→ Assignment: Select the lines of the records containing the word "stream" and list them.

*** Opening Data to process ***

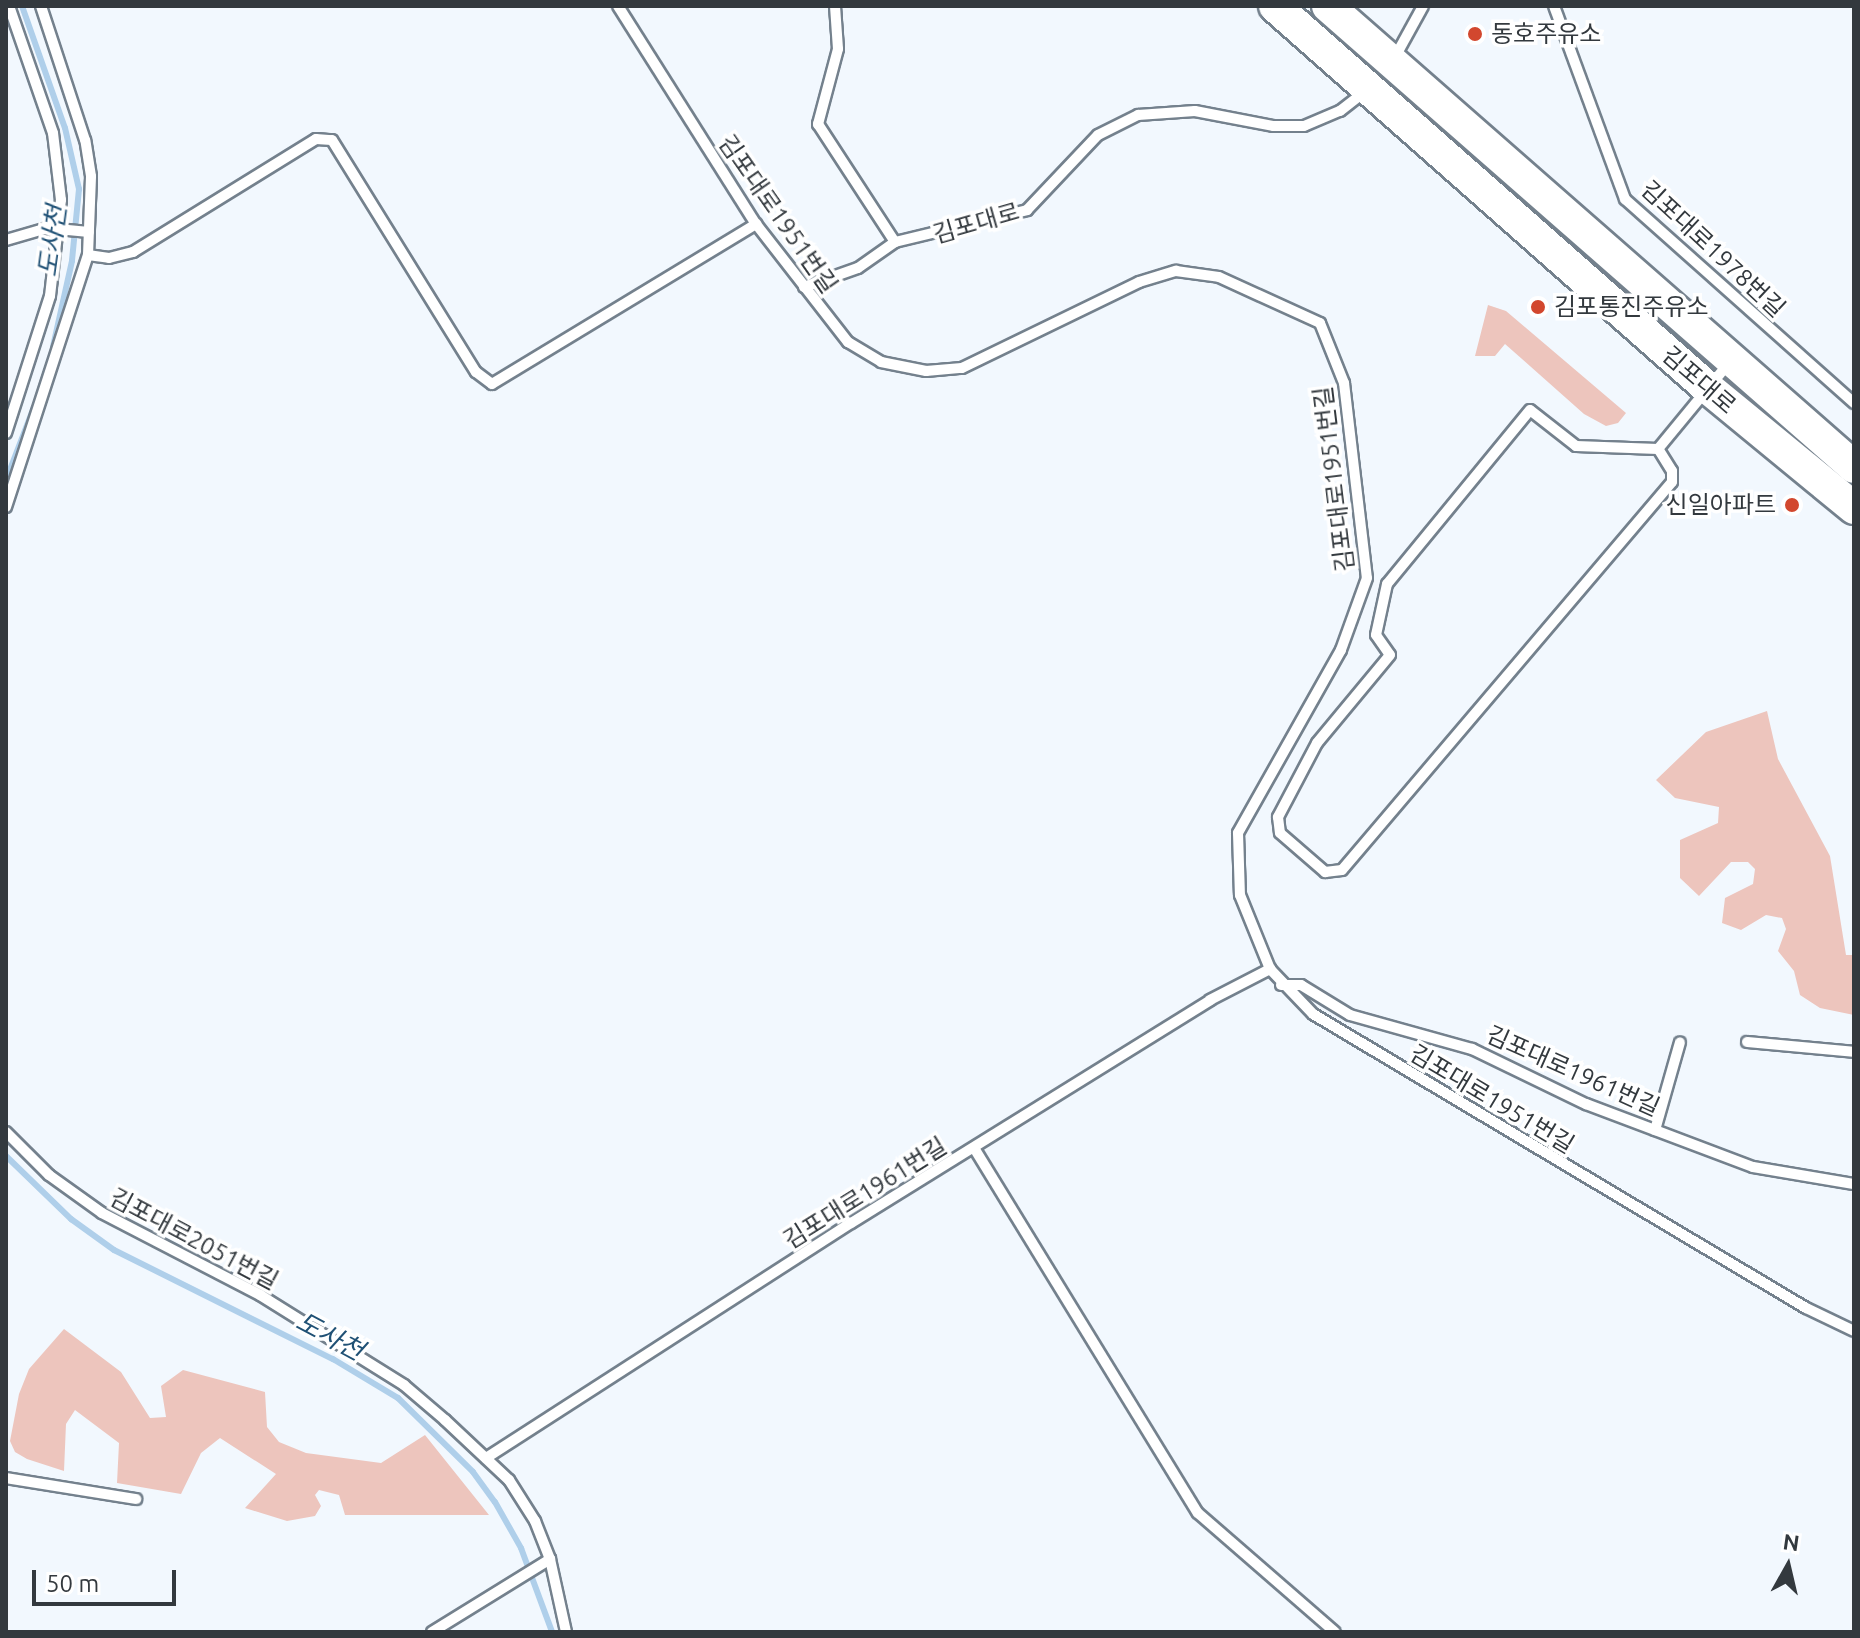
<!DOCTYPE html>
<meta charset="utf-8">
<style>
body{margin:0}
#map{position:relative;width:1860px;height:1638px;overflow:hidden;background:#f2f8fe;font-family:Ubuntu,"Noto Sans KR",sans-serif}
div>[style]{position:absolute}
.green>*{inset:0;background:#edc5bd}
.stream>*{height:6px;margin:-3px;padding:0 3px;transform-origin:3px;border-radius:3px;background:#afcfea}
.roads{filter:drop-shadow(2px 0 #74818d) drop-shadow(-2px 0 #74818d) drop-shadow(0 2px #74818d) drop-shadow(0 -2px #74818d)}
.lane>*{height:10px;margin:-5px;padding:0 5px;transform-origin:5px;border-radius:5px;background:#fff}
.primary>*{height:32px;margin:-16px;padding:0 16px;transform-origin:16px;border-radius:16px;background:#fff}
.dots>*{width:22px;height:22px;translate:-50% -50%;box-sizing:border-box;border:4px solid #fff;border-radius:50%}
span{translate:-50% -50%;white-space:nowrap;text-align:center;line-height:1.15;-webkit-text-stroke:7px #fff;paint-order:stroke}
.poi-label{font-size:24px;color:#33393e}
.left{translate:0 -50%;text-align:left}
.right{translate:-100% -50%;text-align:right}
.street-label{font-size:24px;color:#33393e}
.water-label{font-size:26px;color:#205175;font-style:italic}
.frame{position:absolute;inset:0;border:8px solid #33393e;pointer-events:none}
.north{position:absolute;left:1748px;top:1526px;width:80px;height:80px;-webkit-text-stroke:6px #fff;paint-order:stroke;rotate:8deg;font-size:22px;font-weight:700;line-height:32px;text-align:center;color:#33393e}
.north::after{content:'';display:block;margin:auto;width:28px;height:36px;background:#33393e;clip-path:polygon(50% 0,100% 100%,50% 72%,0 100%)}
.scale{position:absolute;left:32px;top:1570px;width:144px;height:36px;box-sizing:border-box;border:4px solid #33393e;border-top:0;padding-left:10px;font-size:24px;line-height:28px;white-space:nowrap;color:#33393e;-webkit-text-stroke:6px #fff;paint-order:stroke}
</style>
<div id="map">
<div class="green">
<i style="clip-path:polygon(1488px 305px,1506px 311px,1626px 413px,1618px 423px,1606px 426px,1584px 414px,1505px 344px,1495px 356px,1475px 356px)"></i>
<i style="clip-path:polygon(1767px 711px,1778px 759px,1830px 856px,1846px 955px,1854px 955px,1854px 1015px,1820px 1008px,1800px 995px,1794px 971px,1778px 951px,1786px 929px,1782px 918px,1766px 915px,1741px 930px,1722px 923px,1725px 898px,1753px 884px,1755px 869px,1748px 862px,1731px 862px,1699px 896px,1680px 878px,1680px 840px,1718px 823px,1719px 807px,1675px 798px,1656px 780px,1706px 732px)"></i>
<i style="clip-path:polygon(64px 1329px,121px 1372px,150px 1418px,166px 1417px,161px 1386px,183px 1370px,265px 1392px,267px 1427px,279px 1442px,306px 1453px,381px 1463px,425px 1435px,489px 1515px,345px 1515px,339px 1495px,319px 1490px,315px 1495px,321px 1506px,315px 1516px,287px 1521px,245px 1508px,276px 1474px,220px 1438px,201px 1453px,181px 1494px,117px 1483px,119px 1443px,75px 1410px,66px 1424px,64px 1471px,27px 1459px,15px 1452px,10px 1441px,19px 1394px,29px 1369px)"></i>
</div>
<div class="stream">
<i style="left:22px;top:6px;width:129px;rotate:70.6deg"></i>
<i style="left:65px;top:128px;width:63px;rotate:77.1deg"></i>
<i style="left:79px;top:189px;width:72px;rotate:95.6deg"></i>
<i style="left:72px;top:261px;width:88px;rotate:102.5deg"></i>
<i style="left:6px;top:480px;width:78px;rotate:-69deg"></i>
<i style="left:6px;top:1156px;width:91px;rotate:44.1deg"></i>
<i style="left:71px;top:1219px;width:53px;rotate:35.8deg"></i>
<i style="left:114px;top:1250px;width:245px;rotate:26.5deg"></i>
<i style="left:333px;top:1359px;width:76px;rotate:31deg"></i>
<i style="left:398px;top:1398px;width:105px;rotate:44.6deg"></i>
<i style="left:473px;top:1472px;width:37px;rotate:54deg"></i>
<i style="left:495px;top:1502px;width:53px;rotate:60.5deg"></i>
<i style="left:521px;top:1548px;width:90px;rotate:69.7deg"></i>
</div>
<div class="roads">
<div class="lane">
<i style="left:618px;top:6px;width:258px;rotate:57.7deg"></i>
<i style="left:756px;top:224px;width:150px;rotate:52.1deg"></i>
<i style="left:848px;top:342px;width:39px;rotate:31deg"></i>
<i style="left:881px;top:362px;width:46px;rotate:11.3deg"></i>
<i style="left:926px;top:371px;width:36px;rotate:-5deg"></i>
<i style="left:962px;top:368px;width:197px;rotate:-25.9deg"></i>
<i style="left:1139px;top:282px;width:39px;rotate:-17deg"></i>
<i style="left:1176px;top:271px;width:43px;rotate:7.9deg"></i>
<i style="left:1219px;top:277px;width:111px;rotate:24.5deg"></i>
<i style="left:1320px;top:323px;width:65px;rotate:68.2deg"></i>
<i style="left:1344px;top:383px;width:196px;rotate:83.3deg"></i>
<i style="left:1367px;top:578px;width:77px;rotate:109.9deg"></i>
<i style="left:1341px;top:650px;width:210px;rotate:119.4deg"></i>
<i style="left:1238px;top:833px;width:62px;rotate:88.2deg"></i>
<i style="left:1240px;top:895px;width:80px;rotate:67.9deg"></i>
<i style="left:1270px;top:969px;width:62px;rotate:46.3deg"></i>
<i style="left:1313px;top:1014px;width:574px;rotate:30.81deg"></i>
<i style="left:1806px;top:1308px;width:53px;rotate:25.6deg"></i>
<i style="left:835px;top:6px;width:43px;rotate:86deg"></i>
<i style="left:838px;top:49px;width:78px;rotate:104.9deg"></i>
<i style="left:818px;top:124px;width:141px;rotate:56.9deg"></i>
<i style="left:895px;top:242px;width:136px;rotate:-13.6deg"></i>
<i style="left:1027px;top:210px;width:103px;rotate:-46.6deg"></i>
<i style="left:1098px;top:135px;width:45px;rotate:-26.6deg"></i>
<i style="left:1138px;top:115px;width:57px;rotate:-4deg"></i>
<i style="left:1195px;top:111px;width:79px;rotate:10.9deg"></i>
<i style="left:1273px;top:126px;width:31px"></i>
<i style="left:1304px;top:126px;width:39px;rotate:-23deg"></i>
<i style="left:1340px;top:111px;width:34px;rotate:-38deg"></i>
<i style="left:1554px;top:6px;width:206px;rotate:69.8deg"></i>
<i style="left:1625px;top:199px;width:307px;rotate:41.7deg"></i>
<i style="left:1395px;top:57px;width:58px;rotate:-61.2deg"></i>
<i style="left:6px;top:240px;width:43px;rotate:-16.3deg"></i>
<i style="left:47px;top:228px;width:42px;rotate:5.4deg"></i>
<i style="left:88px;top:255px;width:21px;rotate:8deg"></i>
<i style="left:109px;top:258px;width:25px;rotate:-14deg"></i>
<i style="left:133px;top:252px;width:215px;rotate:-31.7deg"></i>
<i style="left:316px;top:139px;width:16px;rotate:4deg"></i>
<i style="left:332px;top:140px;width:273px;rotate:58.2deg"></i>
<i style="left:476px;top:372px;width:20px;rotate:37deg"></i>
<i style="left:492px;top:384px;width:309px;rotate:-31.2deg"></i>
<i style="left:804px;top:287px;width:57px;rotate:-19.4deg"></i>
<i style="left:858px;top:268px;width:45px;rotate:-35.1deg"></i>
<i style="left:6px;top:433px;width:144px;rotate:-72.2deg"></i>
<i style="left:50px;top:296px;width:97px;rotate:-83.5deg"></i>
<i style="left:61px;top:200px;width:67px;rotate:-96.8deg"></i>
<i style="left:53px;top:133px;width:134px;rotate:-109.1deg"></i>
<i style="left:1658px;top:449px;width:82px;rotate:-177.9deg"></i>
<i style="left:1576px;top:446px;width:58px;rotate:-142deg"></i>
<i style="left:1530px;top:410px;width:225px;rotate:129.4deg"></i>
<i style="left:1387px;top:584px;width:52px;rotate:102.2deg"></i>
<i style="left:1376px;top:635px;width:24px;rotate:55deg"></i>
<i style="left:1390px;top:655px;width:114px;rotate:129.7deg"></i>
<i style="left:1317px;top:743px;width:84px;rotate:117.8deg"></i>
<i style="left:1278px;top:817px;width:16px;rotate:83deg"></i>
<i style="left:1280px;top:833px;width:60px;rotate:40.9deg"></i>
<i style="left:1325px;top:872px;width:17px;rotate:-7deg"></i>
<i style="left:1342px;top:870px;width:509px;rotate:-49.62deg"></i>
<i style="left:1672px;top:482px;width:11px;rotate:-90deg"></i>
<i style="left:1672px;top:471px;width:26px;rotate:-122deg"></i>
<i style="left:1658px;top:449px;width:110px;rotate:-50.5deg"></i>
<i style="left:6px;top:507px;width:265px;rotate:-72deg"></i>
<i style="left:88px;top:255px;width:79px;rotate:-87.8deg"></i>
<i style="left:91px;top:176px;width:36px;rotate:-99deg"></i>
<i style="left:85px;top:140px;width:141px;rotate:-108.2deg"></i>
<i style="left:1281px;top:985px;width:20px"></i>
<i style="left:1301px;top:985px;width:57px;rotate:31.5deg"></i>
<i style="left:1350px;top:1015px;width:127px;rotate:15.6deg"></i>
<i style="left:1472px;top:1049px;width:127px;rotate:25.8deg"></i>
<i style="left:1586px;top:1104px;width:178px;rotate:20.7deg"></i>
<i style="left:1753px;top:1167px;width:102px;rotate:9.6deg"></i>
<i style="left:1747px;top:1042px;width:107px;rotate:5.3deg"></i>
<i style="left:1655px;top:1130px;width:91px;rotate:-74.1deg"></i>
<i style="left:6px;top:1132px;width:61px;rotate:45deg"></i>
<i style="left:49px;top:1175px;width:65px;rotate:35.6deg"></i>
<i style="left:102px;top:1213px;width:178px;rotate:27.4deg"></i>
<i style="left:260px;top:1295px;width:170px;rotate:32deg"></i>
<i style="left:404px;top:1385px;width:54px;rotate:40.5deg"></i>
<i style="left:445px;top:1420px;width:88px;rotate:43.2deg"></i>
<i style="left:509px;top:1480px;width:49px;rotate:57.6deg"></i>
<i style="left:535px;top:1521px;width:41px;rotate:68.5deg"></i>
<i style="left:550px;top:1559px;width:75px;rotate:77.6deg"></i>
<i style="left:974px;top:1148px;width:428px;rotate:58.5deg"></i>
<i style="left:1198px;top:1513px;width:181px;rotate:41deg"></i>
<i style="left:486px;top:1458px;width:434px;rotate:-32.8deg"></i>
<i style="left:851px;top:1223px;width:423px;rotate:-31.8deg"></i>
<i style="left:1210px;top:1000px;width:68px;rotate:-27.3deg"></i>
<i style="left:6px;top:1478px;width:132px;rotate:9.2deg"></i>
<i style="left:432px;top:1632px;width:139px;rotate:-31.7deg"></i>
</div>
<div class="primary">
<i style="left:1275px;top:6px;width:577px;rotate:41.42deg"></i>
<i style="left:1708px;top:388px;width:189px;rotate:39.4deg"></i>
<i style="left:1328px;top:6px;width:699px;rotate:41.23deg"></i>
</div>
</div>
<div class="dots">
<i style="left:1475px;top:34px;background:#d2472e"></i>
<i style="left:1538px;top:307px;background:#d2472e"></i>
<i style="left:1792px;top:505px;background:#d2472e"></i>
</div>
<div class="poi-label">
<span class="left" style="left:1491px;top:34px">동호주유소</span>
<span class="left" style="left:1554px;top:307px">김포통진주유소</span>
<span class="right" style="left:1776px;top:505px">신일아파트</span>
</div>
<div class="street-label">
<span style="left:778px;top:214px;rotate:55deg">김포대로1951번길</span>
<span style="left:976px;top:223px;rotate:-16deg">김포대로</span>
<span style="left:1713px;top:249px;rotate:43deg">김포대로1978번길</span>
<span style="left:1699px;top:380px;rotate:41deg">김포대로</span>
<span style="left:1334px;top:479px;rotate:-97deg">김포대로1951번길</span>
<span style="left:1573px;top:1071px;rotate:24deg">김포대로1961번길</span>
<span style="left:1492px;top:1099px;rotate:31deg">김포대로1951번길</span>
<span style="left:865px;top:1193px;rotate:-32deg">김포대로1961번길</span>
<span style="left:194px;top:1239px;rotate:28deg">김포대로2051번길</span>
</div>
<div class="water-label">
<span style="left:52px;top:241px;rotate:-82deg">도사천</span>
<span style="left:330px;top:1336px;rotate:28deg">도사천</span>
</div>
<div class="frame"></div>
<div class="north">N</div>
<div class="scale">50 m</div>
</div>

*** Closing Data to process ***

→ Reply to the task:
.stream>*{height:6px;margin:-3px;padding:0 3px;transform-origin:3px;border-radius:3px;background:#afcfea}
<div class="stream">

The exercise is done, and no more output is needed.